Langsung ke konten utama

Sebuah Refleksi atas Mazmur 73









Ketika saya sedang mempersiapkan khotbah untuk tugas Mata Kuliah Homiletika, saya membuka dan membaca kitab Mazmur, saya pribadi menganggap bahwa kitab ini merupakan tulisan yang dapat dikatakan sebagai sastra kuno yang sarat makna. Salah satunya ketika mata saya tertuju pada satu bagian di dalamnya. Ada hal menarik yang muncul ketika saya membaca Mazmur 73. Mazmur ini bercerita tentang bagaimana perjuangan seorang Asaf di dalam menghadapi pergumulan hidupnya. Kalau boleh dikata, sebenarnya Asaf mengalami satu kekeringan mendalam di dalam pergulatan spiritualitasnya yang kaku. Mengapa demikian? padahal jika kita lihat bahwa hidup Asaf tidak pernah bercela dihadapan Tuhan, dan selalu melakukan hal yang baik dan berkenan bagi Allah.
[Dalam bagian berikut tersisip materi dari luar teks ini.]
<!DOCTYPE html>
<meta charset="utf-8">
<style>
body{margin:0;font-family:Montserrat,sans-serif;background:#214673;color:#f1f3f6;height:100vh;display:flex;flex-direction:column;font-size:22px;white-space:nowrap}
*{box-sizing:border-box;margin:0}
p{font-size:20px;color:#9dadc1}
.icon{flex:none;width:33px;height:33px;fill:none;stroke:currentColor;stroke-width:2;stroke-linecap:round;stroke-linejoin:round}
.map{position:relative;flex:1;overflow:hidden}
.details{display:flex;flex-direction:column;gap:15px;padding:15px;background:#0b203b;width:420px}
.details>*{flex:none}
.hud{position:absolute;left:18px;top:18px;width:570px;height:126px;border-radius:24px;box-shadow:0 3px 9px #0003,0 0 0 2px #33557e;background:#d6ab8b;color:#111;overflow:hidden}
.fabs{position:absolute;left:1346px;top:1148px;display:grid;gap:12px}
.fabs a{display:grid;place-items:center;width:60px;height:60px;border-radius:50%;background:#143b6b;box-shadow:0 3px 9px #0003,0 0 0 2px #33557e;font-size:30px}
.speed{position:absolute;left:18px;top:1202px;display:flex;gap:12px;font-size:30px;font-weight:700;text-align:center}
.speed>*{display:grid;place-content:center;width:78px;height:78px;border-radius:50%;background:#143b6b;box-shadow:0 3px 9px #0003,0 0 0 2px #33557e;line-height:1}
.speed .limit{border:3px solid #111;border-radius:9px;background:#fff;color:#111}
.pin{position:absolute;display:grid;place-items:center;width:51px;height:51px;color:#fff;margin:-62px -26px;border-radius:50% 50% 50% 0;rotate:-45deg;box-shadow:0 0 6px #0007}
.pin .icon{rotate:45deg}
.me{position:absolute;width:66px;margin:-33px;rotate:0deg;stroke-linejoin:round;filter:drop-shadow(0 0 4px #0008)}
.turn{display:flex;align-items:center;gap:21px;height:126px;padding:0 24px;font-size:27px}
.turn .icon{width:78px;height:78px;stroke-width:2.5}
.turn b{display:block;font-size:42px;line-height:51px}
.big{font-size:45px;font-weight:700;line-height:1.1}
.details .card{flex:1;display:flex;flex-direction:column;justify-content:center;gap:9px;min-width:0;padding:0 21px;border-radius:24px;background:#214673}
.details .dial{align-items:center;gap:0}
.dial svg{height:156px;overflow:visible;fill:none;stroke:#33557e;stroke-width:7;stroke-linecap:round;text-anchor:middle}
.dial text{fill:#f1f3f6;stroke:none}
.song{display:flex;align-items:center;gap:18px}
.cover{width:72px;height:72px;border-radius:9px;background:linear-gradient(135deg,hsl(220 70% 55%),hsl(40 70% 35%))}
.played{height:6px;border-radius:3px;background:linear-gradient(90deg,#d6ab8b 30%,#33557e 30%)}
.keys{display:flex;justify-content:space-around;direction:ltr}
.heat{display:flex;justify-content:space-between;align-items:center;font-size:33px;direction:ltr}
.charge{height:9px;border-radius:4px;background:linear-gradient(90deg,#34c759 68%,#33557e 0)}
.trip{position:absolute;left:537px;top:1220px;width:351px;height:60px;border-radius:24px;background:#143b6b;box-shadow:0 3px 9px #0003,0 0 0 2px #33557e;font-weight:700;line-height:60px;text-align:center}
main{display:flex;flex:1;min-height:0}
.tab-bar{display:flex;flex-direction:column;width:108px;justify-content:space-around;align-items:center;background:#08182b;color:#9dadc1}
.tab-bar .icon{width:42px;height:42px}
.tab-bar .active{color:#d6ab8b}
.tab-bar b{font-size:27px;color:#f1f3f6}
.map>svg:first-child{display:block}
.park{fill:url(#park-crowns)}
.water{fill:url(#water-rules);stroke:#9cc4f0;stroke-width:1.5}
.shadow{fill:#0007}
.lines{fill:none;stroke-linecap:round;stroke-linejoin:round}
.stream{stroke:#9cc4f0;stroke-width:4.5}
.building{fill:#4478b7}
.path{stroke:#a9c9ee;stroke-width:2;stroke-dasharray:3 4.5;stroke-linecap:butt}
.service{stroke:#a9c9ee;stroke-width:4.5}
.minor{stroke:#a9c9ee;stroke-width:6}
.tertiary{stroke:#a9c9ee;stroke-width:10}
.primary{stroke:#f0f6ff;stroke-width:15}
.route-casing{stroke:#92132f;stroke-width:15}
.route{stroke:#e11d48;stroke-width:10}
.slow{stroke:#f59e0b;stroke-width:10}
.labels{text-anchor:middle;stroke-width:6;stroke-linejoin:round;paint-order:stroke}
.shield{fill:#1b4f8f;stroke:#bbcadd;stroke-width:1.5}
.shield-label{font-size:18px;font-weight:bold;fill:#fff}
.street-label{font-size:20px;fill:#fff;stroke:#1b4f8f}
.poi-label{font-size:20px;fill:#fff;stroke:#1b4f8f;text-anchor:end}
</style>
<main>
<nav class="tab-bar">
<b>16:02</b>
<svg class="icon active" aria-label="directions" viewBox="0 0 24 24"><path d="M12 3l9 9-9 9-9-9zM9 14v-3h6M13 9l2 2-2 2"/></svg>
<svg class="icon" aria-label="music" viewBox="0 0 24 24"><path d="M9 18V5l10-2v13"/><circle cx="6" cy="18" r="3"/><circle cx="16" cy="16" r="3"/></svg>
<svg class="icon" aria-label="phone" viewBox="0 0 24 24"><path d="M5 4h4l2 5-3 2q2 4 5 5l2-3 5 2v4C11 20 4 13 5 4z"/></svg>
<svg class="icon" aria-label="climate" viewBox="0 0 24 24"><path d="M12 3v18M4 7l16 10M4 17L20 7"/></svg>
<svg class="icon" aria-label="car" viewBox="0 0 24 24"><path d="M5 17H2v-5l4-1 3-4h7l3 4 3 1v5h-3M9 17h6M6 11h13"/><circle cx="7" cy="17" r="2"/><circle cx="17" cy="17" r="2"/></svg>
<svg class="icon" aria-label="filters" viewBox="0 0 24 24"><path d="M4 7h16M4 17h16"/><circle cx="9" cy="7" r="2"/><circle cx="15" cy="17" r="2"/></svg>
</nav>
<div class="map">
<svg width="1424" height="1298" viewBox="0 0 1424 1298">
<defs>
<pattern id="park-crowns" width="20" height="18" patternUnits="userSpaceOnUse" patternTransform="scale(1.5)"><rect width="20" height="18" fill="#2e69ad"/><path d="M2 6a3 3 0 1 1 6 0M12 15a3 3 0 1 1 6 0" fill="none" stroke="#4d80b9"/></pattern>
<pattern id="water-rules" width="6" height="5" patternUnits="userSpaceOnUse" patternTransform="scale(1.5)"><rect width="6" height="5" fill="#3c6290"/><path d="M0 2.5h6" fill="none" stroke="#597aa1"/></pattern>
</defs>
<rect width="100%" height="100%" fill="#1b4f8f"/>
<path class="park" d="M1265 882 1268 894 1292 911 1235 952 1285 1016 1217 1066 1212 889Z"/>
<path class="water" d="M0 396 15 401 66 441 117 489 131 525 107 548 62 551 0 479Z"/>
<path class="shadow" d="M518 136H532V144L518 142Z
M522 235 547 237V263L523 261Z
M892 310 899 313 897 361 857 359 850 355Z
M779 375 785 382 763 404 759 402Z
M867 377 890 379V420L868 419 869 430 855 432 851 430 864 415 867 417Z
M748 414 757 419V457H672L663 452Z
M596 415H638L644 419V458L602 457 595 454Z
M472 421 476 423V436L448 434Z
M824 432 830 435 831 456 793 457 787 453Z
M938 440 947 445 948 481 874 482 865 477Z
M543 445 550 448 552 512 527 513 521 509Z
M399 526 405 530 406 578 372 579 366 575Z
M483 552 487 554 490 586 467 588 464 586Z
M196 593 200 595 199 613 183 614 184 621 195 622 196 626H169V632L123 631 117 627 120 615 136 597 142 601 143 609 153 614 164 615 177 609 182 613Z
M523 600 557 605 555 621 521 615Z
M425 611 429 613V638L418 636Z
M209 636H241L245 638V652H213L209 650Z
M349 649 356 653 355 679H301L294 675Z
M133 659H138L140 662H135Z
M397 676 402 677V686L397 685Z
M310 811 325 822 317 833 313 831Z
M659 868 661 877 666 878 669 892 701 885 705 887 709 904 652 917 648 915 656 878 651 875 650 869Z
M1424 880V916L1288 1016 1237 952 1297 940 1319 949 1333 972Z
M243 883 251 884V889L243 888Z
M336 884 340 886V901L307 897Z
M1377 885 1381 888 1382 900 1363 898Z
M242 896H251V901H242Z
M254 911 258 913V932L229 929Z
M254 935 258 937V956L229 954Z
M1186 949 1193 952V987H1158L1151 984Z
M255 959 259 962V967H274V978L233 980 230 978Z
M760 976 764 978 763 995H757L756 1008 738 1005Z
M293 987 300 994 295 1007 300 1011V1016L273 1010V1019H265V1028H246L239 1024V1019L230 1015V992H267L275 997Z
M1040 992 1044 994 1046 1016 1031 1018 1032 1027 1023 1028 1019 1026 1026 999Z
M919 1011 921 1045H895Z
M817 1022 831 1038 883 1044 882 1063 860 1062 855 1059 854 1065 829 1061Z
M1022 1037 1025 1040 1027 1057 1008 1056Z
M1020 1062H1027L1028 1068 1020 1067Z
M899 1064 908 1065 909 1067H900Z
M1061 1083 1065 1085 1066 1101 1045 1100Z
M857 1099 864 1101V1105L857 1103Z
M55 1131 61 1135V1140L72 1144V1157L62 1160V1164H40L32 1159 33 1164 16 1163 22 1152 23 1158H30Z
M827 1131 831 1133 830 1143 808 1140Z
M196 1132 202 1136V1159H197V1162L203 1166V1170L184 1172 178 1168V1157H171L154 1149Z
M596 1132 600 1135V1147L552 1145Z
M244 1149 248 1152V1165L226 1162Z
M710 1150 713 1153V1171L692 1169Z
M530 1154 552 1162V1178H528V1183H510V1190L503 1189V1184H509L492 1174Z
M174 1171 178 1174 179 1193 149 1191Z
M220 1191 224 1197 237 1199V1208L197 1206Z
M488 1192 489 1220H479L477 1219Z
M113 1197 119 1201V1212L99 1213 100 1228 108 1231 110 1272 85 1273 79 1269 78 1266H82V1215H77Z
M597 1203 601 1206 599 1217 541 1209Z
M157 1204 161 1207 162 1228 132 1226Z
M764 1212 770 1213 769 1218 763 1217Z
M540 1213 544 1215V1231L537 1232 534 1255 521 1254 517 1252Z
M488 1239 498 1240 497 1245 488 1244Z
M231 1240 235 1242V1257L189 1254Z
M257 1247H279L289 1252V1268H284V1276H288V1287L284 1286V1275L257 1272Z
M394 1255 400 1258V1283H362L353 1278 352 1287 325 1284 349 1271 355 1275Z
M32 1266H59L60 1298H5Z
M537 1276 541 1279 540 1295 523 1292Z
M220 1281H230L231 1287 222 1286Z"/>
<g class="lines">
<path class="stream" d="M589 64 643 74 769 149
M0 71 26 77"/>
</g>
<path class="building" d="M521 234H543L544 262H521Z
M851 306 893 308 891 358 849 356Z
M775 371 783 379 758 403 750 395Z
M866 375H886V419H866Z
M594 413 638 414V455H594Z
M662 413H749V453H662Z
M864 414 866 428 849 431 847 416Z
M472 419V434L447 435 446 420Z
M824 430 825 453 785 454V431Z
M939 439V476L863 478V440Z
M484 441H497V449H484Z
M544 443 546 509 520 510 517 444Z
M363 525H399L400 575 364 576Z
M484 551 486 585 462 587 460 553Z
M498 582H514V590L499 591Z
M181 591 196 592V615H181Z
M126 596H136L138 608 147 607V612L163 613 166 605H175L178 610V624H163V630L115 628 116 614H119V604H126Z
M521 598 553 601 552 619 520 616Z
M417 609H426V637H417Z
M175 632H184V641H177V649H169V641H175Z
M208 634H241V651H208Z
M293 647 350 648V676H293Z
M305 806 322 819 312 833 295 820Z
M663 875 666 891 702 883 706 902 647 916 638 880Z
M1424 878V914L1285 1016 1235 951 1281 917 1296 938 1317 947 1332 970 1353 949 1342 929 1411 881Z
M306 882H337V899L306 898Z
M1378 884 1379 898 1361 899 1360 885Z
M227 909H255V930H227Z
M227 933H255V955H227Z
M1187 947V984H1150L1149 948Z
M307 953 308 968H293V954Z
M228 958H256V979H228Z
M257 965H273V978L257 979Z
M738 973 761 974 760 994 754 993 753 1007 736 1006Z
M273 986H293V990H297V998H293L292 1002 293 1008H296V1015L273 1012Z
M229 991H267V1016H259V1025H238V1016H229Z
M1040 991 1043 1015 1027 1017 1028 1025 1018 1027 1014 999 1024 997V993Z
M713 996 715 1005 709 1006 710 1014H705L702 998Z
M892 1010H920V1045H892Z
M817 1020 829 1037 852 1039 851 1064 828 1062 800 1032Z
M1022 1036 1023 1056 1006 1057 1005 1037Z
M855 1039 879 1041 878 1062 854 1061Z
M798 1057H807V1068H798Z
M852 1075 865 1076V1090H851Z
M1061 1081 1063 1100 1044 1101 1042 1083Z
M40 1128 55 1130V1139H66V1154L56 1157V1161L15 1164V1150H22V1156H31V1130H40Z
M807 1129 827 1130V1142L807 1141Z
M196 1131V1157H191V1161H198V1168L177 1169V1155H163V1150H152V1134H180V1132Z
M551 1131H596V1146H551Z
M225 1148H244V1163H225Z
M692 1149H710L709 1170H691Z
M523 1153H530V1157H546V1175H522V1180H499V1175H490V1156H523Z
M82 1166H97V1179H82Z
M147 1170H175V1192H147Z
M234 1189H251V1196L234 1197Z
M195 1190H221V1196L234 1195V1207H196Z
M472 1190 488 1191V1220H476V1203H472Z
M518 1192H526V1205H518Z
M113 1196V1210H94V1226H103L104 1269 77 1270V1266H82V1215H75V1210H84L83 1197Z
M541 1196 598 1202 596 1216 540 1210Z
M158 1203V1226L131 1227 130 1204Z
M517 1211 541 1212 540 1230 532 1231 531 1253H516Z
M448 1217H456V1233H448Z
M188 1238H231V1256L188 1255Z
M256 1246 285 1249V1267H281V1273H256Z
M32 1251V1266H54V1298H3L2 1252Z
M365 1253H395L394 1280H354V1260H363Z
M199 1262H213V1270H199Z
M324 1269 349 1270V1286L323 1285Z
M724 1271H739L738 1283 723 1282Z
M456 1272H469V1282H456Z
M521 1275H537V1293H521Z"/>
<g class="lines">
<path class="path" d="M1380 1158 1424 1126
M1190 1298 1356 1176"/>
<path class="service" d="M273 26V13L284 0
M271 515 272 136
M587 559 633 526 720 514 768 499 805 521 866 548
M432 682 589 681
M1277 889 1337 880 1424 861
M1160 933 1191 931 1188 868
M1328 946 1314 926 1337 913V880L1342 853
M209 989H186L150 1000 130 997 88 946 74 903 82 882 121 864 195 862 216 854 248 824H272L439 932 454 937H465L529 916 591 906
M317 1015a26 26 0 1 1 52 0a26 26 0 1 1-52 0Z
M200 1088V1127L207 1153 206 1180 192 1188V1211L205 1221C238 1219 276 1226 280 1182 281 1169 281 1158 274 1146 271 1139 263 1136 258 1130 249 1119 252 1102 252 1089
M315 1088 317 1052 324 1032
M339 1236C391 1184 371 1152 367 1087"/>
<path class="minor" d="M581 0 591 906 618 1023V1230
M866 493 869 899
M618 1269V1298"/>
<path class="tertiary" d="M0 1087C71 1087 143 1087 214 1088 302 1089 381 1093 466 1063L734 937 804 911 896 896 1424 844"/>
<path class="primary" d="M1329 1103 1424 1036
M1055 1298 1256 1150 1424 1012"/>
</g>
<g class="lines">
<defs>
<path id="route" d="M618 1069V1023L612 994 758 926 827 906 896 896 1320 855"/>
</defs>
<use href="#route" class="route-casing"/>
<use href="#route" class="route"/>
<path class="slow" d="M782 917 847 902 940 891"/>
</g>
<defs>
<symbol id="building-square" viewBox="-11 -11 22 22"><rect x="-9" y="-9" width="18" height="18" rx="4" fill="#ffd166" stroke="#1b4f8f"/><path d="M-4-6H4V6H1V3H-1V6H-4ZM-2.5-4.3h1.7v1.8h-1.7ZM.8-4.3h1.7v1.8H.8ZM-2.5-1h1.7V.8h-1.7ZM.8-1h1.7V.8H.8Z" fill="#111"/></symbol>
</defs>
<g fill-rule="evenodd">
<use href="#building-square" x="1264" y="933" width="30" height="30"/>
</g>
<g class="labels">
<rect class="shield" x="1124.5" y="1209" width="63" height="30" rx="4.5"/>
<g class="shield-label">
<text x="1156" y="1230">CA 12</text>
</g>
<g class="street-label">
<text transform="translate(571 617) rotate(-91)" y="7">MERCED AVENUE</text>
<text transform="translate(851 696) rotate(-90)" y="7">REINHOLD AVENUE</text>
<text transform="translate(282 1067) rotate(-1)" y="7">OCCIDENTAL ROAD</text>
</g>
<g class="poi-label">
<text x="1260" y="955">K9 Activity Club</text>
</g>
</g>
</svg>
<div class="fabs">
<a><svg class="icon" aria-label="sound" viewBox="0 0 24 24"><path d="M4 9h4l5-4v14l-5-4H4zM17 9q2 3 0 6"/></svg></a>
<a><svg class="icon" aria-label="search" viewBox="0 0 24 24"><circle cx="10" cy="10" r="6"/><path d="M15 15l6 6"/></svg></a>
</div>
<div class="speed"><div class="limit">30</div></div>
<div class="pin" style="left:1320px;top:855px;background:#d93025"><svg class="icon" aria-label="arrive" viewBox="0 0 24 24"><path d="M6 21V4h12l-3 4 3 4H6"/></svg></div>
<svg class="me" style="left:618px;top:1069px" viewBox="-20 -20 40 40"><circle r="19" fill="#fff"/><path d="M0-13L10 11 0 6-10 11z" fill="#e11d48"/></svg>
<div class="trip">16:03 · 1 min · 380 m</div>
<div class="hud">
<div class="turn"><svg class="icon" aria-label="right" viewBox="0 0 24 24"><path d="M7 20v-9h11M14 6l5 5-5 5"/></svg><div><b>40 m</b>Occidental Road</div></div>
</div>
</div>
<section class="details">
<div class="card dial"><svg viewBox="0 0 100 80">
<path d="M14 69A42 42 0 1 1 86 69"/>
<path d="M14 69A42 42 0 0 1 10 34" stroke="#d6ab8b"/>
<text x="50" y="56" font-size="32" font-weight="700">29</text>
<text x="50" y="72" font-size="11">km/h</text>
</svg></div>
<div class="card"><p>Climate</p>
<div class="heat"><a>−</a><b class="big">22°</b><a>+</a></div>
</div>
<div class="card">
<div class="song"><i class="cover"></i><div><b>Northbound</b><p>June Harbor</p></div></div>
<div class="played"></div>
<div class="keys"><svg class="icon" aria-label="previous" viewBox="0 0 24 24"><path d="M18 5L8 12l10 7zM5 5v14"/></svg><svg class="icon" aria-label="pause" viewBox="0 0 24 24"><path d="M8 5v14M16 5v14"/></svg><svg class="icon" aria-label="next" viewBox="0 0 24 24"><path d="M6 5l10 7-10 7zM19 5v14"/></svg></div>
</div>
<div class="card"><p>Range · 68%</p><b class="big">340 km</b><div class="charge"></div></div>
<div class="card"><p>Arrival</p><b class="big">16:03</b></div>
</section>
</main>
Akan tetapi ini tidak menjamin hubungan harmonis antara Asaf dan Allah. Maka hal inilah yang menarik bagi saya untuk bisa membagikannya dalam tulisan ini.
Mazmur ini di tulis dengan pendahuluan sebagai Mazmur Asaf. Siapakah sesungguhnya Asaf? Kalau kita membaca di dalam 1 Tawarikh 16:4, kita dapat menemukan kisah mengenai Asaf. Singkat cerita, Asaf merupakan orang keturunan suku Lewi yang diangkat oleh Raja Daud menjadi pucuk pimpinan pemusik di Istana Daud. Bani Asaf merupakan keluarga pemusik bangsa Yahudi. Asaf diangkat Daud menjadi pemimpin pemusik, pemimpin puji-pujian atas bangsa Yahudi. Jadi dapat kita simpulkan bahwa Asaf merupakan seorang musisi kenamaan Israel. Jelas bahwa menjadi seorang musisi kenamaan di dalam istana Daud bukanlah orang yang sembarangan, dalam arti, pasti Ia dipilih selain karena memiliki kapabilitas yang cukup baik dalam bermusik tentulah ia juga memiliki kepribadian yang cukup baik, terutama perbuatannya harus mencerminkan ketaatan terhadap hukum taurat yang pada waktu itu berlaku dengan ketat sebagai syarat keagamaan yang baik dalam bangsa Israel. Orang-orang yang dipilih Daud bukanlah orang yang sembarangan, sebab setiap orang yang mengambil bagian dalam pelayanan di bait suci maupun di istana untuk melayani Tuhan haruslah orang-orang yang mampu untuk menjaga kesucian hidup mereka, atau hidup kudus dihadapan Allah dengan memelihara hukum Taurat, sebab Allah tidak berkenan atas kenajisan dan ketidakkudusan. Ini sudah menjadi tradisi Yahudi yang dipegang erat sebagai konsep keagamaan mereka.
Apa yang dapat kita lihat dan pelajari dari Asaf? Sebenarnya tulisan ini hendak membagikan suatu kenyataan bagi kita bahwa orang seperti Asaf yang kelihatannya tumbuh dengan kerohanian yang baik justru mengalami suatu “musim kemarau” dalam hidupnya. Ia mengalami ketandusan spiritual yang justru membawa dia ke dalam situasi yang hampir berbalik dari Allah.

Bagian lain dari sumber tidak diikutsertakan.